_Given data:_
[Start of Attachment]

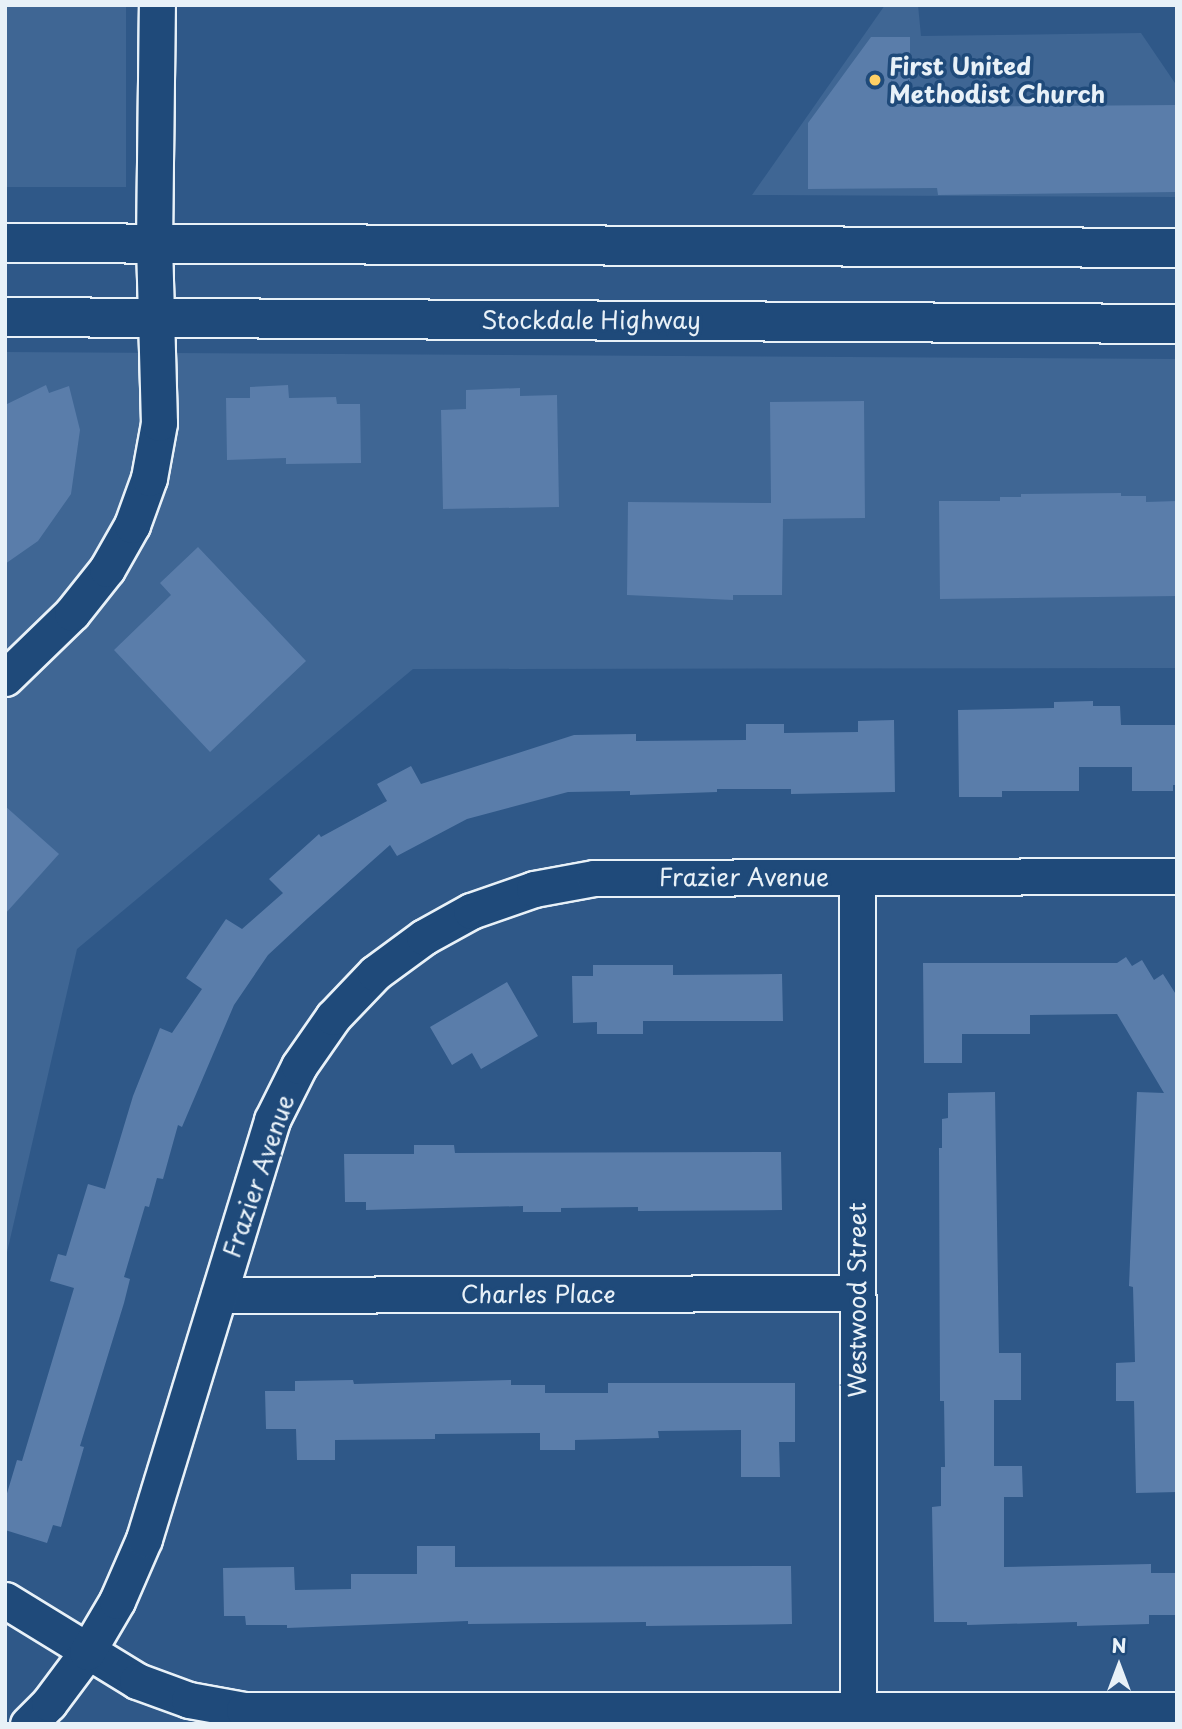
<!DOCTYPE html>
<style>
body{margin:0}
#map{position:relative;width:1182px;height:1729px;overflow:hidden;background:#2f5888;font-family:"Playpen Sans",sans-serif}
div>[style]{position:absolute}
.built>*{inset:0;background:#3f6694;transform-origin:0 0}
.building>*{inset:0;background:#5a7daa}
.roads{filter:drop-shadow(2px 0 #e8f1f8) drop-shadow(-2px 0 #e8f1f8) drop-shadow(0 2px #e8f1f8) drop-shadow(0 -2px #e8f1f8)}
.minor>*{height:35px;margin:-17.5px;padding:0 17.5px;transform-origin:17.5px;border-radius:17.5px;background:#1f4a7a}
.major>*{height:38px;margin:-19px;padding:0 19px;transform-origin:19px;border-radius:19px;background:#1f4a7a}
.dots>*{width:19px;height:19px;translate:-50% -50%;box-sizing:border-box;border:4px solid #1f4a7a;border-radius:50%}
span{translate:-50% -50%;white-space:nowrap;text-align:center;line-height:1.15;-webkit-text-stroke:7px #1f4a7a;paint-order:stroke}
.poi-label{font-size:24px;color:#e8f1f8;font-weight:700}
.left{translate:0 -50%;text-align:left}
.street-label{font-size:24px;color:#e8f1f8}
.frame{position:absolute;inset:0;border:7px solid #e8f1f8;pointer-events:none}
.north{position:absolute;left:1084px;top:1631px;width:70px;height:70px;-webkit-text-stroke:5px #1f4a7a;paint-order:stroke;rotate:0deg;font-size:19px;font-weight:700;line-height:28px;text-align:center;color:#e8f1f8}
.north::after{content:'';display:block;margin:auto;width:24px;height:32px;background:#e8f1f8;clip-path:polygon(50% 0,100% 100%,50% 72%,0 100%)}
</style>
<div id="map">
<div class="built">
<div style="left:5px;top:5px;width:121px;height:182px"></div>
<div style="clip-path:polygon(885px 5px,918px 5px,921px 36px,1141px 33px,1177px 86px,1177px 197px,752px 195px)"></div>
<div style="clip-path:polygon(5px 352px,1177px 359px,1177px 668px,413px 669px,77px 949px,5px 1261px)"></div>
</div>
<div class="building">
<div style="clip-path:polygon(871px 37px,910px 37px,910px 107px,1177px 105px,1177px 192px,938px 195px,937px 188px,808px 189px,808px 123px)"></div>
<div style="clip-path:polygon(46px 385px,49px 393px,69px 386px,80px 430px,71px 494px,38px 541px,5px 564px,5px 405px)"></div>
<div style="clip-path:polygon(288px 385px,289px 398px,336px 397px,337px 404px,360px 404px,361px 463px,286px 464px,286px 458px,227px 460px,226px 398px,250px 398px,250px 387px)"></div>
<div style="clip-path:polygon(520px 388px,520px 396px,557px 395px,559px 507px,443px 509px,441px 410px,466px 409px,466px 390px)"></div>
<div style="clip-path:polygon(864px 401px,865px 518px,783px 519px,782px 595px,733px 595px,733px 600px,627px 595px,628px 502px,771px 503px,770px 402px)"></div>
<div style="clip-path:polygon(1121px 493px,1121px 496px,1146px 496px,1146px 502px,1177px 501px,1177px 596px,940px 599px,939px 501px,1000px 501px,1000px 497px,1021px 497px,1021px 494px)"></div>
<div style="clip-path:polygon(198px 547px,306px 661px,210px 752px,114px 650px,171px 595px,160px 583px)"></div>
<div style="clip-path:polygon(1093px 701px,1093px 706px,1120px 706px,1121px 725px,1177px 725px,1177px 785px,1173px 785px,1173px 791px,1132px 791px,1132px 767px,1079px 767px,1079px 791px,1002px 791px,1002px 797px,959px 797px,958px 710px,1054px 708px,1054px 702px)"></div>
<div style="clip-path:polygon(894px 720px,895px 792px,791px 794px,791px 789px,717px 789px,717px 792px,630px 795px,630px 791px,568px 792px,467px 819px,397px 856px,390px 845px,308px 918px,268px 955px,234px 1005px,182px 1127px,178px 1125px,163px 1179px,157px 1178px,149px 1207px,145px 1206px,124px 1277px,130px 1279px,124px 1303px,80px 1446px,84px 1447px,61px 1527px,53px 1525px,47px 1543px,5px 1530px,5px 1500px,17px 1460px,22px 1461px,74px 1288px,50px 1281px,58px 1254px,66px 1256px,88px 1184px,105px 1189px,133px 1096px,160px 1028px,172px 1033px,202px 989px,186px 978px,226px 919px,242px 929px,283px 893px,269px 879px,319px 834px,321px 837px,387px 801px,377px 784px,411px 766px,421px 784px,574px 735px,636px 734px,636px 741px,746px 740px,746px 724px,784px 724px,784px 733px,858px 732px,858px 721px)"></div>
<div style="clip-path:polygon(5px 806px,59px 854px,5px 914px)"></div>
<div style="clip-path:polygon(1126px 957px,1132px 966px,1142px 960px,1154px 980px,1163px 974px,1177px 996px,1177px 1492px,1136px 1493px,1134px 1401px,1116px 1401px,1116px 1363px,1135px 1362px,1133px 1287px,1129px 1286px,1137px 1092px,1164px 1093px,1117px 1014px,1030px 1015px,1030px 1034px,962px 1034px,962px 1063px,924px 1063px,923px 963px,1117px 963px)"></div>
<div style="clip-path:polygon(593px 965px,673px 965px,673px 975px,782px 974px,783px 1021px,643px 1021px,643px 1034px,597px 1034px,597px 1022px,573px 1023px,572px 976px,593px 976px)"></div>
<div style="clip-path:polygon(507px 982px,538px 1036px,481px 1069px,472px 1053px,452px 1065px,430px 1027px)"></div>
<div style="clip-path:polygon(995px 1092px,999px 1353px,1021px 1353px,1021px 1400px,994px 1400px,994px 1466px,1022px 1466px,1023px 1497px,1004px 1497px,1004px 1567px,1151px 1564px,1151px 1573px,1177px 1573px,1177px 1615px,1149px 1615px,1149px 1624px,1077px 1626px,1077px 1622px,967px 1625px,967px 1622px,934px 1622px,932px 1507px,941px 1506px,941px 1467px,945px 1467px,944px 1401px,940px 1401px,939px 1148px,942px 1148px,942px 1119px,948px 1118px,948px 1093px)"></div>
<div style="clip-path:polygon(414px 1145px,454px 1145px,455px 1153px,781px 1152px,782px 1210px,638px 1211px,638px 1207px,561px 1208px,561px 1212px,523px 1212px,523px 1206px,366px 1210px,366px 1202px,345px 1202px,344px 1154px,414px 1154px)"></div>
<div style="clip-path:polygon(353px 1380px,354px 1384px,511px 1380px,511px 1385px,545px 1385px,545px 1393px,608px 1393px,608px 1383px,795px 1383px,795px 1442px,779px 1442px,780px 1477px,741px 1477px,741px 1430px,658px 1431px,659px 1438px,575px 1440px,575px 1450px,540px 1450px,540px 1433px,435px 1434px,435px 1439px,335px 1440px,335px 1460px,297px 1460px,296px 1429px,266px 1429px,265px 1391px,295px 1391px,295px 1381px)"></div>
<div style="clip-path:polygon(417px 1546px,455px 1546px,455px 1567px,791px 1566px,792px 1624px,646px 1626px,646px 1622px,468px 1624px,468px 1621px,287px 1628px,287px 1625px,246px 1625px,245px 1616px,224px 1616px,223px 1568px,294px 1567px,295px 1590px,351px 1589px,351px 1574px,417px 1574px)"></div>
</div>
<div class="roads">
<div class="minor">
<div style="left:5px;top:678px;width:93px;rotate:-44.1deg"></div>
<div style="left:72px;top:613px;width:56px;rotate:-51.5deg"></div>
<div style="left:107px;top:569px;width:51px;rotate:-60.4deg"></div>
<div style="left:132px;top:525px;width:50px;rotate:-70.1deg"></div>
<div style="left:149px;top:478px;width:56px;rotate:-79.7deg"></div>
<div style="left:159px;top:423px;width:179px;rotate:-91.6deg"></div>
<div style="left:154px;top:244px;width:239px;rotate:-89.3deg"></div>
<div style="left:857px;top:877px;width:847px;rotate:89.93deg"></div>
<div style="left:219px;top:1295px;width:638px;rotate:-0.18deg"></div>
<div style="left:5px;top:1600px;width:155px;rotate:31.5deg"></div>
<div style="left:137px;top:1681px;width:55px;rotate:20.1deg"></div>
<div style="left:189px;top:1700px;width:56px;rotate:10.3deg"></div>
<div style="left:244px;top:1710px;width:933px"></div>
<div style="left:28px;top:1724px;width:30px;rotate:-45deg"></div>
<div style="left:49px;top:1703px;width:64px;rotate:-53.3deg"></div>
<div style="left:87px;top:1652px;width:59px;rotate:-59.5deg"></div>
<div style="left:117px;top:1601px;width:68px;rotate:-66.5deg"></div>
<div style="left:144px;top:1539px;width:438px;rotate:-73deg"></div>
<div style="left:272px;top:1120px;width:60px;rotate:-63.4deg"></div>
<div style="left:299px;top:1066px;width:60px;rotate:-55.2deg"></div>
<div style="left:333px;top:1017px;width:61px;rotate:-46.3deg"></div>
<div style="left:375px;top:973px;width:61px;rotate:-36.3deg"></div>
<div style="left:424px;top:937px;width:54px;rotate:-29deg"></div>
<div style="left:471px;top:911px;width:67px;rotate:-19.2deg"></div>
<div style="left:534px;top:889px;width:61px;rotate:-10.4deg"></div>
<div style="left:594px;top:878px;width:583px;rotate:-0.2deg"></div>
</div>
<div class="major">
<div style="left:5px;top:243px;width:1172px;rotate:0.24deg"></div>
<div style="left:5px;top:317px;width:1172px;rotate:0.34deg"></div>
</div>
</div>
<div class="dots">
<div style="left:875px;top:80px;background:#ffd166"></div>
</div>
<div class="poi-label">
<span class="left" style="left:889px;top:80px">First United<br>Methodist Church</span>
</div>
<div class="street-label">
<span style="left:591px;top:320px">Stockdale Highway</span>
<span style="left:744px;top:877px">Frazier Avenue</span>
<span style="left:258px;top:1176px;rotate:-71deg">Frazier Avenue</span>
<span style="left:538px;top:1294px">Charles Place</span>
<span style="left:857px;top:1300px;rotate:-90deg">Westwood Street</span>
</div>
<div class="frame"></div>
<div class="north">N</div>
</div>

[End of Attachment]

_What you will do:_
Put down exactly the lines of the data above that run from its first line through the line bearing "0 #e8f1f8) drop-shadow(-2px", and no pictures.

_Completed exercise:_
<!DOCTYPE html>
<style>
body{margin:0}
#map{position:relative;width:1182px;height:1729px;overflow:hidden;background:#2f5888;font-family:"Playpen Sans",sans-serif}
div>[style]{position:absolute}
.built>*{inset:0;background:#3f6694;transform-origin:0 0}
.building>*{inset:0;background:#5a7daa}
.roads{filter:drop-shadow(2px 0 #e8f1f8) drop-shadow(-2px 0 #e8f1f8) drop-shadow(0 2px #e8f1f8) drop-shadow(0 -2px #e8f1f8)}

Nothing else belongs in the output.